38.

At four A.M. on Monday, Debra was on the road.

Time was racing by, but she had used her weekend well. Lots of rest, two workouts. She had never been stronger. She burned all the bloody drop cloths from the van along with the clothing, hers and that of the dead Stieboldt, and gathered up what was left of the pervert from the feeding room in the hog shed. She was fond of her two hogs and treated them kindly, but she’d learned how to withhold their food and make them very efficient. What bones they’d left she sawed up and scattered over several dumps. She was glad Stieboldt was the only one, so far, she’d had to bring home with her.

She forced herself to watch some of the media coverage, too, not because she needed validation of her efforts, but to learn what she could about public response. There was no mention of anyone mourning the dead priests, of course. Everyone knew they were animals who preyed on children. People knew, also, that they were lucky someone had the courage to treat those men as they deserved, as God willed.

There was no talk, either, of the order she was following. What the media stressed was that the victims were narrowly targeted, so there wasn’t the general panic there’d been with the D.C. snipers, nor the outcry that would have put hundreds of police out looking for her. This time it wasn’t fear that held the public spellbound, but blood and body parts, and morbid curiosity about the sexual misconduct of those priests. People were so weak, so easily drawn to sordid, sick details.

For her part, confident of God’s help and with just two to go to reach the fullness of seven, she would play her cards carefully, but she would not be afraid to play. Locating Stieboldt in the hospital and catching Truczik out in the open were both the result of careful surveillance, then swift and courageous action. God helps those who help themselves.

Each purging brought its own rush of excitement and satisfaction, and she would have liked more opportunity to savor them. But she couldn’t take the time. Carlo was coming out in nine days, a week from Wednesday.

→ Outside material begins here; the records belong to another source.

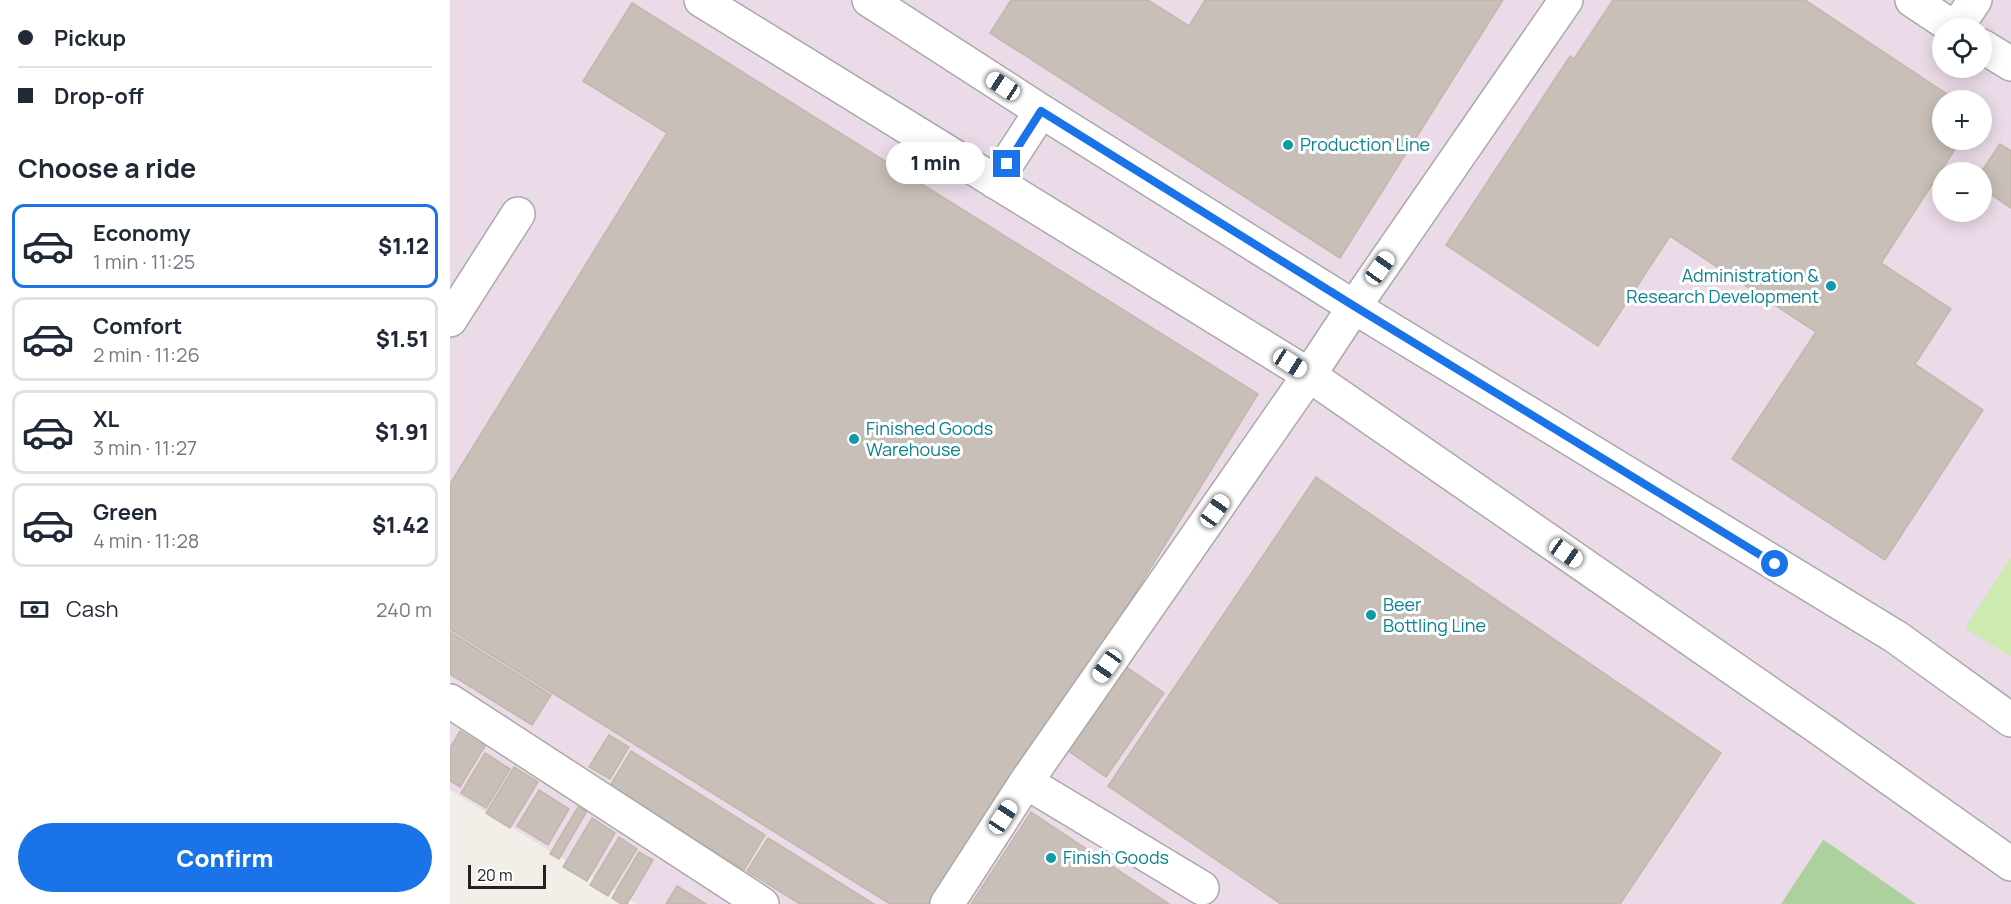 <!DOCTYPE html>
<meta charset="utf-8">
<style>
body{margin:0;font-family:Manrope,sans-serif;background:#f6f6f7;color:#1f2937;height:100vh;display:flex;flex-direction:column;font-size:22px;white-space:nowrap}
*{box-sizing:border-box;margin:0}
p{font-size:20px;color:#747a83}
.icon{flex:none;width:33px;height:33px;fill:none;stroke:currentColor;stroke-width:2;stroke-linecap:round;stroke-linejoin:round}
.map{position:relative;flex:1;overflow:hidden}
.drawer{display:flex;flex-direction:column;background:#fff;width:450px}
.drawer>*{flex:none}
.banner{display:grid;align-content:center;height:132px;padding:0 18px;background:#fff}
.tools{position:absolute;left:1482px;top:18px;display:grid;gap:12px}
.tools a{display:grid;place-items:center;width:60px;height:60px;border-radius:50%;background:#fff;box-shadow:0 3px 15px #0003;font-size:30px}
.scale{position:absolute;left:18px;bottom:15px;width:78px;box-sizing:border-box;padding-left:6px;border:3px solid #222;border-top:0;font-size:16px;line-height:21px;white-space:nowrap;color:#222;-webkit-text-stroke:4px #fff;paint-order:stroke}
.end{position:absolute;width:27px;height:27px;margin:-14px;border:8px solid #1a73e8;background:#fff;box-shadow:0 0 0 3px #fff}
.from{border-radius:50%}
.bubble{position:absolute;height:42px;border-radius:21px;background:#fff;box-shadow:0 3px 15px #0003;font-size:20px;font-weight:800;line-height:42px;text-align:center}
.car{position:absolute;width:18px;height:36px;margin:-18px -9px;border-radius:8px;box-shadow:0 0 4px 2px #0007;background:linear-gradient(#fff 24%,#345 0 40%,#fff 0 76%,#345 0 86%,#fff 0)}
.banner b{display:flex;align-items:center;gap:21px;height:57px;font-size:22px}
.banner b+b{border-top:2px solid #e0e1e3}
.banner i{width:15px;height:15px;background:#1f2937}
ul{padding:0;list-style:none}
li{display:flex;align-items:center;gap:18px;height:84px;margin:0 12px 9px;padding:0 6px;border:3px solid #e0e1e3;border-radius:12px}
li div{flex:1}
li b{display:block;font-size:22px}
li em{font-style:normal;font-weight:800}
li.on{border-color:#1a73e8}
li>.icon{width:54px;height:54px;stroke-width:1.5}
h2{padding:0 18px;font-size:27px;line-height:72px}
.pay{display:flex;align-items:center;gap:15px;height:66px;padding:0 18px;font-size:22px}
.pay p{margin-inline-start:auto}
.button{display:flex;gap:12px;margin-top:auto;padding:12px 18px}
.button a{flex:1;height:69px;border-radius:36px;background:#1a73e8;color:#fff;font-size:24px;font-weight:800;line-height:69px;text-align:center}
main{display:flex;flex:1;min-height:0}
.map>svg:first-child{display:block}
</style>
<main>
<section class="drawer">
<div class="banner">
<b><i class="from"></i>Pickup</b>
<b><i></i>Drop-off</b>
</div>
<h2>Choose a ride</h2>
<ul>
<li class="on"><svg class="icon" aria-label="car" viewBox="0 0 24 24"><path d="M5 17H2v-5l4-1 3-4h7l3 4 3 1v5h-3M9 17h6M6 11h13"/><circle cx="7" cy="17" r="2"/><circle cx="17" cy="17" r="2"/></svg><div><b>Economy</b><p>1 min · 11:25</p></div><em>$1.12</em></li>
<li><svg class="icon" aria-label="car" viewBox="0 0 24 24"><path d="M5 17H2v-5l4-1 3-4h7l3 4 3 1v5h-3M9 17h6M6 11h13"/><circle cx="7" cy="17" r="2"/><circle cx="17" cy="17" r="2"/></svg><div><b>Comfort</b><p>2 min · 11:26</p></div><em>$1.51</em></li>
<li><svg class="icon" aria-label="car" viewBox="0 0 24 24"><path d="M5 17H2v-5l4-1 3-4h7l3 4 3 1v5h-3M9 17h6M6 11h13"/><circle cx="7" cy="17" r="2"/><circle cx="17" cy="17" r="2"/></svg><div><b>XL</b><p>3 min · 11:27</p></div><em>$1.91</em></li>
<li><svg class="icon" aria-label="car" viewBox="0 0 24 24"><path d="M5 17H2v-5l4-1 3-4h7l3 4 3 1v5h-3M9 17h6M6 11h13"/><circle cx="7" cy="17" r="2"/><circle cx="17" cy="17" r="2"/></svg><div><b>Green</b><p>4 min · 11:28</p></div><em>$1.42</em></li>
</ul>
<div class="pay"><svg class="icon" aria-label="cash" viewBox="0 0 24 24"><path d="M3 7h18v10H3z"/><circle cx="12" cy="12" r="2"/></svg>Cash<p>240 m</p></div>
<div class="button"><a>Confirm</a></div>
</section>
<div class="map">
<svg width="1561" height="904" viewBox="0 0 1561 904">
<rect width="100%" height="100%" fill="#f2efe9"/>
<path fill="#ebdbe8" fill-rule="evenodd" d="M 0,0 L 1561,0 L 1561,904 L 187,904 L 0,790 ZM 1492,28 L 1532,28 L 1532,68 L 1492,68 ZM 1492,100 L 1532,100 L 1532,140 L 1492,140 ZM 1492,172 L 1532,172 L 1532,212 L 1492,212 Z"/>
<path fill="#cdebb0" d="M 1561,557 L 1561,657 L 1515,628 Z"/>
<path fill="#add19e" d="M 1373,840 L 1374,840 L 1466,904 L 1331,904 Z"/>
<path fill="#c7bfb8" stroke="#c4b6ab" stroke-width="1.5" d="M 561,0 L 698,0 L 739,26 L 755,0 L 1053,0 L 890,258 L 540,33 Z
M 1163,0 L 1355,0 L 1506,100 L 1492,100 L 1492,140 L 1511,140 L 1431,263 L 1501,309 L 1465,364 L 1533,410 L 1435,560 L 1282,459 L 1366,332 L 1220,236 L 1148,346 L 996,245 L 1120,56 L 1124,59 Z
M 182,3 L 808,394 L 493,904 L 440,904 L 0,629 L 0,484 L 217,133 L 133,81 Z
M 1550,144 L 1561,151 L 1561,208 L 1532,188 L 1531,172 Z
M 866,477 L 1271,753 L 1170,904 L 831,904 L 658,786 Z
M 0,632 L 101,695 L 82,725 L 0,674 Z
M 665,659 L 714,693 L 656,777 L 607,743 Z
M 10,731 L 35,746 L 10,787 L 0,781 L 0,748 Z
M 159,735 L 179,747 L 160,779 L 139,767 Z
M 181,751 L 315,835 L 294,870 L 160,786 Z
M 35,753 L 60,769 L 36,808 L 11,793 Z
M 64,767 L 88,782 L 60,828 L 36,813 Z
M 89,790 L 119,809 L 98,845 L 67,826 Z
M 128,807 L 137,811 L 109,859 L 100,854 Z
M 581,812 L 719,904 L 521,904 Z
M 142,818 L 165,833 L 137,881 L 113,867 Z
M 169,837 L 187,849 L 158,896 L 140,885 Z
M 318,838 L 424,904 L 350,904 L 297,871 Z
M 189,852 L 203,860 L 177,904 L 171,904 L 162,898 Z
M 227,886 L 256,904 L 216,904 Z"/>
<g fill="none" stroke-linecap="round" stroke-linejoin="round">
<defs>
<path id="minor" d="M 251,0 L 859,375 L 1372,730 L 1561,864
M 419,0 L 591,111 L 904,307 L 1446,637 L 1561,720
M 1462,0 L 1504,28
M 1506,28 L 1525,0
M 1532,46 L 1561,64
M 545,182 L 591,111
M 0,320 L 68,214
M 0,701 L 312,904
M 576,782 L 752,888
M 497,904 L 576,782 L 859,375 L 904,307 L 1116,0"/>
</defs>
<use href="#minor" stroke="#a9a9a9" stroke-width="36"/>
<use href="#minor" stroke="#fff" stroke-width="33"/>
</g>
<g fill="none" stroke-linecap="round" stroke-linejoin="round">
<path stroke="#1a73e8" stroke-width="8" d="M 557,164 L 591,111 L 904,306 L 1325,564"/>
</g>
<g fill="#0f9aa8" stroke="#fff" stroke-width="2">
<circle cx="838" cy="145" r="6"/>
<circle cx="1381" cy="286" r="6"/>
<circle cx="404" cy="439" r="6"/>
<circle cx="921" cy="615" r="6"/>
<circle cx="601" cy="858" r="6"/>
</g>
<g text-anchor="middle" stroke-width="6" stroke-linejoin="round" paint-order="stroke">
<g font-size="18" fill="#0d838f" stroke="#fff" text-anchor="start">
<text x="850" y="151">Production Line</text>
<text x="1369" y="282" text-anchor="end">Administration &amp;<tspan x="1369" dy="21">Research Development</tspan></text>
<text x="416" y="435">Finished Goods<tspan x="416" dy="21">Warehouse</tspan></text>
<text x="933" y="611">Beer<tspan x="933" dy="21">Bottling Line</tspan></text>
<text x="613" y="864">Finish Goods</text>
</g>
</g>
</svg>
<div class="tools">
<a><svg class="icon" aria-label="locate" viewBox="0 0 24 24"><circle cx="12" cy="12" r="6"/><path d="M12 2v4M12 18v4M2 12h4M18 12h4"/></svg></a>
<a>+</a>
<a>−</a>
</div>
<div class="scale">20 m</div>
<i class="end from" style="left:1325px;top:564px"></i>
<i class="end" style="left:557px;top:164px"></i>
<div class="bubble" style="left:436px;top:142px;width:99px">1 min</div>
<i class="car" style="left:553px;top:86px;rotate:303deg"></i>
<i class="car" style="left:930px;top:268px;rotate:35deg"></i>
<i class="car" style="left:840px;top:363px;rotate:122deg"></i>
<i class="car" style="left:765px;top:511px;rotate:35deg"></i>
<i class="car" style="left:1116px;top:553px;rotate:125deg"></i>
<i class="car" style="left:657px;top:666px;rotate:215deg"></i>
<i class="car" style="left:553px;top:817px;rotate:33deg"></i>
</div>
</main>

It seemed so long ago, that night she’d had to run and leave him behind. That had torn her apart, and though she hadn’t seen him since, everything had been for his sake. The struggle to get to Sicily, submission to the clumsy pawings of la capra in his compound there, the painful plastic surgeries. Then coming home, and the loneliness of hiding out. Everything was for Carlo.

No one would see her, but when Carlo came out she would be watching, and she hoped to be able to gather him up at once. But she dared not contact him with advice, and he had never been smart the way she was. If he let himself be taken she had a plan. She would risk everything to save him, and with the help of God the two of them would be together again. He had never been able to function without her. She would have to protect him—and now even walk for him and talk for him. She would love him as though he were whole.

*   *   *

Debra drove on through the darkness, north of Chicago on I-94, the Tri-State Tollway, past the exit she always used for the seminary. Then, past the final toll booth, she exited and headed west. There were still farms up here that hadn’t fallen under the developers’ bulldozers.

Debra knew something about hiding out in the country and about using an alias. You couldn’t create a new identity simply by moving to a new place, a rural place owned by a cousin with a different name than yours, and then calling yourself by the cousin’s name.

“No,” she said, “that’s not enough.” She was alone in the van, driving past a mailbox with the name CHRISTOPHERSON on its side, but she spoke out loud. “There’s much more to it than that, my dear Father Ettinger, as you will learn.”

Beyond the mailbox a driveway led up to a well-kept farmhouse. A light shone behind drawn curtains in one ground-floor window. And then, as she drove past on the road, she saw something else. Drawn up beside the house and visible in the glow of a tall, backyard pole light, sat a late-model, light-colored, four-door sedan. Not your ordinary farmer’s vehicle, she thought. More like a car signed out from the pool of some governmental agency.

She cursed out loud and pounded the steering wheel with the heel of her hand … and drove on. But before very long she calmed herself. This setback, too, God would somehow turn into a blessing.